From The Island Press (John Fleck):
The Colorado River is often described as being shared among seven states, but the number is really nine—seven in the United States and two in Mexico. U.S. farms and cities use most of the river’s water, and what little is left when it arrives at the U.S.-Mexico border near the towns of Algodones and San Luis is diverted for use by Mexican farms and cities. The last hundred miles of river channel between the border and the Sea of Cortez is usually dry.
The agreement includes provisions for the two nations to share shortages if (when?) drought and climate change shrink the river. The deal gives Mexican water users the ability to store their water in Lake Mead, the massive storage reservoir behind Hoover Dam on the Arizona-Nevada border, near the city of Las Vegas. Storage is critical to give Mexico flexibility in managing its water. U.S. water agencies will contribute under the deal to water efficiency improvements to Mexican infrastructure, with some of the saved water available for use in the United States.
Crucially, the agreement also sets aside water for habitat restoration in the dry river channel of Mexico.

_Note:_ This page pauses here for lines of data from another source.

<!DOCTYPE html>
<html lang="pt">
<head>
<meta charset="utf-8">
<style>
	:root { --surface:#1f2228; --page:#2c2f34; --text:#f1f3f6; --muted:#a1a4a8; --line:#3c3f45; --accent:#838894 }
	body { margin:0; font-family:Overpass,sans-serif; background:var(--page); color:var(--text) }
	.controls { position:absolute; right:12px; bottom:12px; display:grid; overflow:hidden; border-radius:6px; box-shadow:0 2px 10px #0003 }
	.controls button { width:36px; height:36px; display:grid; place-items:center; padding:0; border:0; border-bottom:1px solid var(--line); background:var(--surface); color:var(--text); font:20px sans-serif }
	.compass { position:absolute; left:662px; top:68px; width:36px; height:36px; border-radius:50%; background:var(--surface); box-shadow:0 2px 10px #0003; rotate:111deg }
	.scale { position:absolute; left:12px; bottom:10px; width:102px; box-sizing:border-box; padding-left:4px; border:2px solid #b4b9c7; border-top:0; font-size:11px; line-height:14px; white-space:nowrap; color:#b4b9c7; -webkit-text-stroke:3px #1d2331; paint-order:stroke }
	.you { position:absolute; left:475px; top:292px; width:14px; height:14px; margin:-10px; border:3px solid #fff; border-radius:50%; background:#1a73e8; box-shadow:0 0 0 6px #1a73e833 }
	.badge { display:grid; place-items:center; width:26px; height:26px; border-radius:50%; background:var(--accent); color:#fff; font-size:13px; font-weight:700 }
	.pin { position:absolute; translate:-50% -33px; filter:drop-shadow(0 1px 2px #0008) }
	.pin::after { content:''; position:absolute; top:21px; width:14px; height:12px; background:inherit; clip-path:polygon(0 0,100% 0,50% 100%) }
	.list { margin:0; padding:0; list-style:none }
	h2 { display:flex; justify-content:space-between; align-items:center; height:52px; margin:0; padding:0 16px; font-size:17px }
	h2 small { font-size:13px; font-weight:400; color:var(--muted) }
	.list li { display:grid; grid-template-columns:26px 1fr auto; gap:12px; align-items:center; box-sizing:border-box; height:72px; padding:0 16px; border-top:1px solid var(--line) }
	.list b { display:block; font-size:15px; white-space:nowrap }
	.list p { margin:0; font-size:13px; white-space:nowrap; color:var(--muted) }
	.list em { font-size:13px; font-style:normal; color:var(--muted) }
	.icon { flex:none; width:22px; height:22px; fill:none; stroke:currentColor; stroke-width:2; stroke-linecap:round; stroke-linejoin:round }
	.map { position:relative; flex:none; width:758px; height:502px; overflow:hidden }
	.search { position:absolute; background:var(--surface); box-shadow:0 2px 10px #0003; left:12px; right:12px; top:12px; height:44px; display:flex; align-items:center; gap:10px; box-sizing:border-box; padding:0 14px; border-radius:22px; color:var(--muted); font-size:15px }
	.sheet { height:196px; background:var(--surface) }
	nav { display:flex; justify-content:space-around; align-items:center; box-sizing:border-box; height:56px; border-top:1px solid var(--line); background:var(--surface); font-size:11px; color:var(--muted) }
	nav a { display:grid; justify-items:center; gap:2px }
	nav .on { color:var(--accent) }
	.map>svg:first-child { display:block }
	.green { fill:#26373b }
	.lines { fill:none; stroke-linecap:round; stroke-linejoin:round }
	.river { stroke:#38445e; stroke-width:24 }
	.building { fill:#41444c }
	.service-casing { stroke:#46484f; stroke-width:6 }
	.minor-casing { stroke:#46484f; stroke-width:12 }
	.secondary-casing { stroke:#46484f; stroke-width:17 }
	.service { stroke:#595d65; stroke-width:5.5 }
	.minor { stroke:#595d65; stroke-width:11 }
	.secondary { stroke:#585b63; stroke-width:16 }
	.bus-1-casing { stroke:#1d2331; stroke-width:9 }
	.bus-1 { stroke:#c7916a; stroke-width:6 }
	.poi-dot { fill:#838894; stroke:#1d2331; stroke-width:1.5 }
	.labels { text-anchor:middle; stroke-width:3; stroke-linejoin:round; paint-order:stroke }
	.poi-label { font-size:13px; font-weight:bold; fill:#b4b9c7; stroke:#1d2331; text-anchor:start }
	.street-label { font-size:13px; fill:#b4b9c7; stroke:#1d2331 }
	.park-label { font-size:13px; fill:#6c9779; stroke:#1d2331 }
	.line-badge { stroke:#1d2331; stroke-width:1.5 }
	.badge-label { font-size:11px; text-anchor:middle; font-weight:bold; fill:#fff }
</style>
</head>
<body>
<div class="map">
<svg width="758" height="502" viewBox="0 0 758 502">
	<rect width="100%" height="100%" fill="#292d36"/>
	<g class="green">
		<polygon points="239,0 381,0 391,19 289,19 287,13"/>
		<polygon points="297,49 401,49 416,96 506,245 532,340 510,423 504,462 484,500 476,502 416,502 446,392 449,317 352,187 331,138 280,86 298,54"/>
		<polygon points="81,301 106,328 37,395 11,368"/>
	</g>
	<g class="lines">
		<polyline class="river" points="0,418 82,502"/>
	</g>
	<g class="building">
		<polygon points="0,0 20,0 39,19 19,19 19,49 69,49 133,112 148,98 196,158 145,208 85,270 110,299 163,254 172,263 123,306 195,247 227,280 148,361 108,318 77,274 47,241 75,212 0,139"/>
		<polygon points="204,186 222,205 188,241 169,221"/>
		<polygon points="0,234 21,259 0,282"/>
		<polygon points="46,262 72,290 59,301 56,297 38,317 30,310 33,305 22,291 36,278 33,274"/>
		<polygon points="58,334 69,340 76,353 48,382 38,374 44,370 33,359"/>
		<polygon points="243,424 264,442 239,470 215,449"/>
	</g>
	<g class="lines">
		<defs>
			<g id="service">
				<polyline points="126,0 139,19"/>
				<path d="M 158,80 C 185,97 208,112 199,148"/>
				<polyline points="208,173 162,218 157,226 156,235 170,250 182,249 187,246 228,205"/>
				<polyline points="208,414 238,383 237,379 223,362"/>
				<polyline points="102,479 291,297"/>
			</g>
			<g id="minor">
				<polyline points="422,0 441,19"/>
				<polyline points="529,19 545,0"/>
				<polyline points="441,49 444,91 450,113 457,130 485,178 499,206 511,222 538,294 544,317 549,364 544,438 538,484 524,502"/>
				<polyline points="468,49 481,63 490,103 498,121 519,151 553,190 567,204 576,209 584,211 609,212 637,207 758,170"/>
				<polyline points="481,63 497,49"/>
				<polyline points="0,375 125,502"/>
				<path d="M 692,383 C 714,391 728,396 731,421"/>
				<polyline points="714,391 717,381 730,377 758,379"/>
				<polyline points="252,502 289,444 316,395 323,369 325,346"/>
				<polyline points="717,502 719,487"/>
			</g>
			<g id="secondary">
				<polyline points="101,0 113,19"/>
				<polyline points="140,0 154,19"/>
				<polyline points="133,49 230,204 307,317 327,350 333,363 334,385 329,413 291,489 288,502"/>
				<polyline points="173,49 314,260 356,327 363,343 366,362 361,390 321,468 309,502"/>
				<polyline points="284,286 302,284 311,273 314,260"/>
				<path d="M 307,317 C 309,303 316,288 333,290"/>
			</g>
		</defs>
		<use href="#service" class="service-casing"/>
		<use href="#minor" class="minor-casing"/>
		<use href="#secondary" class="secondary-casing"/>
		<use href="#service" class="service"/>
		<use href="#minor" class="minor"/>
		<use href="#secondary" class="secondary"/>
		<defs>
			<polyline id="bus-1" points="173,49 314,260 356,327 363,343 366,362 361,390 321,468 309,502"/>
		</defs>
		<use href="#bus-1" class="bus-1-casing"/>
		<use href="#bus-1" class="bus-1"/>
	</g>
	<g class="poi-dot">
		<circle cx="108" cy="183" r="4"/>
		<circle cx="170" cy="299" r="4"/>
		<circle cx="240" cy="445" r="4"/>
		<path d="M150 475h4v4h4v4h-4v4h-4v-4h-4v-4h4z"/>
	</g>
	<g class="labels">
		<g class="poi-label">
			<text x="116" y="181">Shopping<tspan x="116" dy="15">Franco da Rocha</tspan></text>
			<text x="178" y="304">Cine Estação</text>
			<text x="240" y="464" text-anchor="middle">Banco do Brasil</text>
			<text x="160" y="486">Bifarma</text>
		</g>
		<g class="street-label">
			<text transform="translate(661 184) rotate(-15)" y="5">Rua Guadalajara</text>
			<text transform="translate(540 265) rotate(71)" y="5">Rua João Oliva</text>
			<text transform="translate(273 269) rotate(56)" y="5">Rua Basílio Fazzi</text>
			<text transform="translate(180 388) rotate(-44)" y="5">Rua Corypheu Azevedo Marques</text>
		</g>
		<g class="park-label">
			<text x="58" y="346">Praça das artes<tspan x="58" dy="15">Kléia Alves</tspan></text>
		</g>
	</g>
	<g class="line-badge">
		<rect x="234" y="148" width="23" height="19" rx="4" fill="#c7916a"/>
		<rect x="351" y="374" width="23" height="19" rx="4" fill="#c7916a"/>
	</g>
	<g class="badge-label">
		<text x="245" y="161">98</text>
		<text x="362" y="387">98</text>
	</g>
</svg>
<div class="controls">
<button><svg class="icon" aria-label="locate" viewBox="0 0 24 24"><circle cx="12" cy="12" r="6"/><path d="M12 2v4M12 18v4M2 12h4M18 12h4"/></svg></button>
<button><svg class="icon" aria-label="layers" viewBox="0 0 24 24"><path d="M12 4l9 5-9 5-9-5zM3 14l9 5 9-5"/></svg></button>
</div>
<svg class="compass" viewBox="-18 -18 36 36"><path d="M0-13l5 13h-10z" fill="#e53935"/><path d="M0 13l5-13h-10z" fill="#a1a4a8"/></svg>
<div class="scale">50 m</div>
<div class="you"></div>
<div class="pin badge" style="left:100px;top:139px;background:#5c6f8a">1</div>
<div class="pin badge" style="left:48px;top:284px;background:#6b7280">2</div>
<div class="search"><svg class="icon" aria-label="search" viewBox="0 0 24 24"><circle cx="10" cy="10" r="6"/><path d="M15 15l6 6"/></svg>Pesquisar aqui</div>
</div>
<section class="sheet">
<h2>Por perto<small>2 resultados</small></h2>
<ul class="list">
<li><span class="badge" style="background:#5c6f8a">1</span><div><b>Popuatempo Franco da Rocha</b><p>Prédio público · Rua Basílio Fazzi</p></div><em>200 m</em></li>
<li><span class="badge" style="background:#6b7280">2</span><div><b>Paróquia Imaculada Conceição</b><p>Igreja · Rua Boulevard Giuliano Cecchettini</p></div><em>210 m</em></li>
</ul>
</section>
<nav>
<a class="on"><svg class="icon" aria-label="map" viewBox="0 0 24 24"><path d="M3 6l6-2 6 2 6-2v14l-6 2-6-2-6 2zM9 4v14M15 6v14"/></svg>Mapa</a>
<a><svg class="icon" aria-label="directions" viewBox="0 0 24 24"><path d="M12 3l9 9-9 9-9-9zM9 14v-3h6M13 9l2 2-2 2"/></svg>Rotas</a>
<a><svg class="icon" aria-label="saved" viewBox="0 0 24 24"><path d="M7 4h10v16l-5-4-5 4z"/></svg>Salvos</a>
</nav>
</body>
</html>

The agreement was negotiated over a more than two-year period, but it is really rooted in more than a decade of increasingly deep collaboration between a community of water managers on both sides of the border. When the Trump administration took over in January, there was fear that the carefully crafted deal, so beneficial and important to communities on both sides of the border, would be sidelined by the heated rhetoric over free trade and immigration, over NAFTA and walls. But Wolf was right. Even as conflict raged over other issues, the trust and reciprocity built around the Colorado River proved remarkably resilient. The old saw that “water is for fighting over” was proven wrong again.